START Provided entries

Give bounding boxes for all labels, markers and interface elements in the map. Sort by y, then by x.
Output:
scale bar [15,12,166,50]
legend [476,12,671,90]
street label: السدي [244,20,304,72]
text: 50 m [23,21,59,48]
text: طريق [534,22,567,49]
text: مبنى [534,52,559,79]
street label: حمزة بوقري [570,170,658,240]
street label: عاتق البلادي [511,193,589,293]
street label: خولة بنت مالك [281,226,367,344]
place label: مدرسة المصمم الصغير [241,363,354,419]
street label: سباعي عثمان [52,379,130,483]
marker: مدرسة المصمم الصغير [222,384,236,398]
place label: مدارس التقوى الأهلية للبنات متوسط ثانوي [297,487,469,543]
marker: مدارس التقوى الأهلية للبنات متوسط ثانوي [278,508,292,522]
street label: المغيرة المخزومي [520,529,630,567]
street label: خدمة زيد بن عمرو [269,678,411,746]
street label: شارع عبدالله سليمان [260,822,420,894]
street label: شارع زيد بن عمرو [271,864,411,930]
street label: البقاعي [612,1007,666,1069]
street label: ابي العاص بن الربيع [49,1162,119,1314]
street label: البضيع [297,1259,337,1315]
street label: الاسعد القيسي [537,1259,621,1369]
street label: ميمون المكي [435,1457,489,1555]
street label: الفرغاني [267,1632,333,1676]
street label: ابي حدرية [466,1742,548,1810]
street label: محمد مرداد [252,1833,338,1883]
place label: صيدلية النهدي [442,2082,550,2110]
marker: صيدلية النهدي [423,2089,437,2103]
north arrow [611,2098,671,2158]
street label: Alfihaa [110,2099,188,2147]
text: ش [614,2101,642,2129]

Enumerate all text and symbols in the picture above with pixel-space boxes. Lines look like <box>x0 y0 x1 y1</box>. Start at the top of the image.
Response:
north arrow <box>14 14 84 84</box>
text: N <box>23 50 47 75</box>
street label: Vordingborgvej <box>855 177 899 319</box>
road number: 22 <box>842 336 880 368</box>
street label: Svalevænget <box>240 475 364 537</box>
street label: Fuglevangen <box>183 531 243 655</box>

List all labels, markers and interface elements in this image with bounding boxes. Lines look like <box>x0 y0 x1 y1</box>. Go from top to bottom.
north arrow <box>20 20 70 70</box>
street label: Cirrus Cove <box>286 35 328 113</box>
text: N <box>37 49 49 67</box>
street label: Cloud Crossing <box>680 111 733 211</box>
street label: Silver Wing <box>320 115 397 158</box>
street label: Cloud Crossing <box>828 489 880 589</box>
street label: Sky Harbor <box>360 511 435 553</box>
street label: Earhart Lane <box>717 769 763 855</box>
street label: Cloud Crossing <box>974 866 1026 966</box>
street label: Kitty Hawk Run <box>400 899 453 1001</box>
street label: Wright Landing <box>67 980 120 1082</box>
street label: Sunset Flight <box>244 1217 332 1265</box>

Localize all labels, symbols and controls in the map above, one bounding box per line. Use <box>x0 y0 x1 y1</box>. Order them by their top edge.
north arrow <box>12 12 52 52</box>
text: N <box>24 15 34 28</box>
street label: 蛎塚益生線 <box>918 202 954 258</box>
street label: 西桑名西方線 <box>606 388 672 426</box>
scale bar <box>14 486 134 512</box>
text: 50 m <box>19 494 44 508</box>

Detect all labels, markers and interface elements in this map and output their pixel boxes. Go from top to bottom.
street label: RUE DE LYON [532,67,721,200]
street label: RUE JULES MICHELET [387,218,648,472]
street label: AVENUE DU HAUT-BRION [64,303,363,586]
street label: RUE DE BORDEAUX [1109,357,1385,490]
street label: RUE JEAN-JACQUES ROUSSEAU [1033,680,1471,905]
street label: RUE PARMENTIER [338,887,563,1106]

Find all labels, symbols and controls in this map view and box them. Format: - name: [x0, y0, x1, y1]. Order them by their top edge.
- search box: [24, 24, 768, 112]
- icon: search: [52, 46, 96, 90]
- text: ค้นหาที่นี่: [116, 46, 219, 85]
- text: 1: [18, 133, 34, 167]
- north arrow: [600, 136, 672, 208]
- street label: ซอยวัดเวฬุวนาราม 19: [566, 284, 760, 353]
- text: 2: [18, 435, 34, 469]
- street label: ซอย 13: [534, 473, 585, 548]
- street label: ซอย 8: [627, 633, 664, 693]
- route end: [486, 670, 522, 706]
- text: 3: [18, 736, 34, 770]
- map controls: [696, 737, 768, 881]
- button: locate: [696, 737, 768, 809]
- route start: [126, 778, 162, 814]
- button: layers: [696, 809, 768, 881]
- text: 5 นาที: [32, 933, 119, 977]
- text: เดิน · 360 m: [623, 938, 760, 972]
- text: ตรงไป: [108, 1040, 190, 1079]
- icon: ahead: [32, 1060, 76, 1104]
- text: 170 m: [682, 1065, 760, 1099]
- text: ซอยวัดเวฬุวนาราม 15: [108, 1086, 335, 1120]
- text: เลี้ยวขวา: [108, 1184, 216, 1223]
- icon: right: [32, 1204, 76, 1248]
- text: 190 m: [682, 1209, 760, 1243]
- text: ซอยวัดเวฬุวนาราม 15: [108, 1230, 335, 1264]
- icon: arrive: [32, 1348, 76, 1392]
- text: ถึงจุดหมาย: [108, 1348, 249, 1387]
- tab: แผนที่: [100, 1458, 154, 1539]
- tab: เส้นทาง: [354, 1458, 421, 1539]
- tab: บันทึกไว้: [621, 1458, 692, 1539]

END Provided entries

● **How to complete this task**
Reproduce the records above with every character intact.

● **Your solution**
Give bounding boxes for all labels, markers and interface elements in the map. Sort by y, then by x.
Output:
scale bar [15,12,166,50]
legend [476,12,671,90]
street label: السدي [244,20,304,72]
text: 50 m [23,21,59,48]
text: طريق [534,22,567,49]
text: مبنى [534,52,559,79]
street label: حمزة بوقري [570,170,658,240]
street label: عاتق البلادي [511,193,589,293]
street label: خولة بنت مالك [281,226,367,344]
place label: مدرسة المصمم الصغير [241,363,354,419]
street label: سباعي عثمان [52,379,130,483]
marker: مدرسة المصمم الصغير [222,384,236,398]
place label: مدارس التقوى الأهلية للبنات متوسط ثانوي [297,487,469,543]
marker: مدارس التقوى الأهلية للبنات متوسط ثانوي [278,508,292,522]
street label: المغيرة المخزومي [520,529,630,567]
street label: خدمة زيد بن عمرو [269,678,411,746]
street label: شارع عبدالله سليمان [260,822,420,894]
street label: شارع زيد بن عمرو [271,864,411,930]
street label: البقاعي [612,1007,666,1069]
street label: ابي العاص بن الربيع [49,1162,119,1314]
street label: البضيع [297,1259,337,1315]
street label: الاسعد القيسي [537,1259,621,1369]
street label: ميمون المكي [435,1457,489,1555]
street label: الفرغاني [267,1632,333,1676]
street label: ابي حدرية [466,1742,548,1810]
street label: محمد مرداد [252,1833,338,1883]
place label: صيدلية النهدي [442,2082,550,2110]
marker: صيدلية النهدي [423,2089,437,2103]
north arrow [611,2098,671,2158]
street label: Alfihaa [110,2099,188,2147]
text: ش [614,2101,642,2129]

Enumerate all text and symbols in the picture above with pixel-space boxes. Lines look like <box>x0 y0 x1 y1</box>. Start at the top of the image.
Response:
north arrow <box>14 14 84 84</box>
text: N <box>23 50 47 75</box>
street label: Vordingborgvej <box>855 177 899 319</box>
road number: 22 <box>842 336 880 368</box>
street label: Svalevænget <box>240 475 364 537</box>
street label: Fuglevangen <box>183 531 243 655</box>

List all labels, markers and interface elements in this image with bounding boxes. Lines look like <box>x0 y0 x1 y1</box>. Go from top to bottom.
north arrow <box>20 20 70 70</box>
street label: Cirrus Cove <box>286 35 328 113</box>
text: N <box>37 49 49 67</box>
street label: Cloud Crossing <box>680 111 733 211</box>
street label: Silver Wing <box>320 115 397 158</box>
street label: Cloud Crossing <box>828 489 880 589</box>
street label: Sky Harbor <box>360 511 435 553</box>
street label: Earhart Lane <box>717 769 763 855</box>
street label: Cloud Crossing <box>974 866 1026 966</box>
street label: Kitty Hawk Run <box>400 899 453 1001</box>
street label: Wright Landing <box>67 980 120 1082</box>
street label: Sunset Flight <box>244 1217 332 1265</box>

Localize all labels, symbols and controls in the map above, one bounding box per line. Use <box>x0 y0 x1 y1</box>. Order them by their top edge.
north arrow <box>12 12 52 52</box>
text: N <box>24 15 34 28</box>
street label: 蛎塚益生線 <box>918 202 954 258</box>
street label: 西桑名西方線 <box>606 388 672 426</box>
scale bar <box>14 486 134 512</box>
text: 50 m <box>19 494 44 508</box>

Detect all labels, markers and interface elements in this map and output their pixel boxes. Go from top to bottom.
street label: RUE DE LYON [532,67,721,200]
street label: RUE JULES MICHELET [387,218,648,472]
street label: AVENUE DU HAUT-BRION [64,303,363,586]
street label: RUE DE BORDEAUX [1109,357,1385,490]
street label: RUE JEAN-JACQUES ROUSSEAU [1033,680,1471,905]
street label: RUE PARMENTIER [338,887,563,1106]

Find all labels, symbols and controls in this map view and box them. Format: - name: [x0, y0, x1, y1]. Order them by their top edge.
- search box: [24, 24, 768, 112]
- icon: search: [52, 46, 96, 90]
- text: ค้นหาที่นี่: [116, 46, 219, 85]
- text: 1: [18, 133, 34, 167]
- north arrow: [600, 136, 672, 208]
- street label: ซอยวัดเวฬุวนาราม 19: [566, 284, 760, 353]
- text: 2: [18, 435, 34, 469]
- street label: ซอย 13: [534, 473, 585, 548]
- street label: ซอย 8: [627, 633, 664, 693]
- route end: [486, 670, 522, 706]
- text: 3: [18, 736, 34, 770]
- map controls: [696, 737, 768, 881]
- button: locate: [696, 737, 768, 809]
- route start: [126, 778, 162, 814]
- button: layers: [696, 809, 768, 881]
- text: 5 นาที: [32, 933, 119, 977]
- text: เดิน · 360 m: [623, 938, 760, 972]
- text: ตรงไป: [108, 1040, 190, 1079]
- icon: ahead: [32, 1060, 76, 1104]
- text: 170 m: [682, 1065, 760, 1099]
- text: ซอยวัดเวฬุวนาราม 15: [108, 1086, 335, 1120]
- text: เลี้ยวขวา: [108, 1184, 216, 1223]
- icon: right: [32, 1204, 76, 1248]
- text: 190 m: [682, 1209, 760, 1243]
- text: ซอยวัดเวฬุวนาราม 15: [108, 1230, 335, 1264]
- icon: arrive: [32, 1348, 76, 1392]
- text: ถึงจุดหมาย: [108, 1348, 249, 1387]
- tab: แผนที่: [100, 1458, 154, 1539]
- tab: เส้นทาง: [354, 1458, 421, 1539]
- tab: บันทึกไว้: [621, 1458, 692, 1539]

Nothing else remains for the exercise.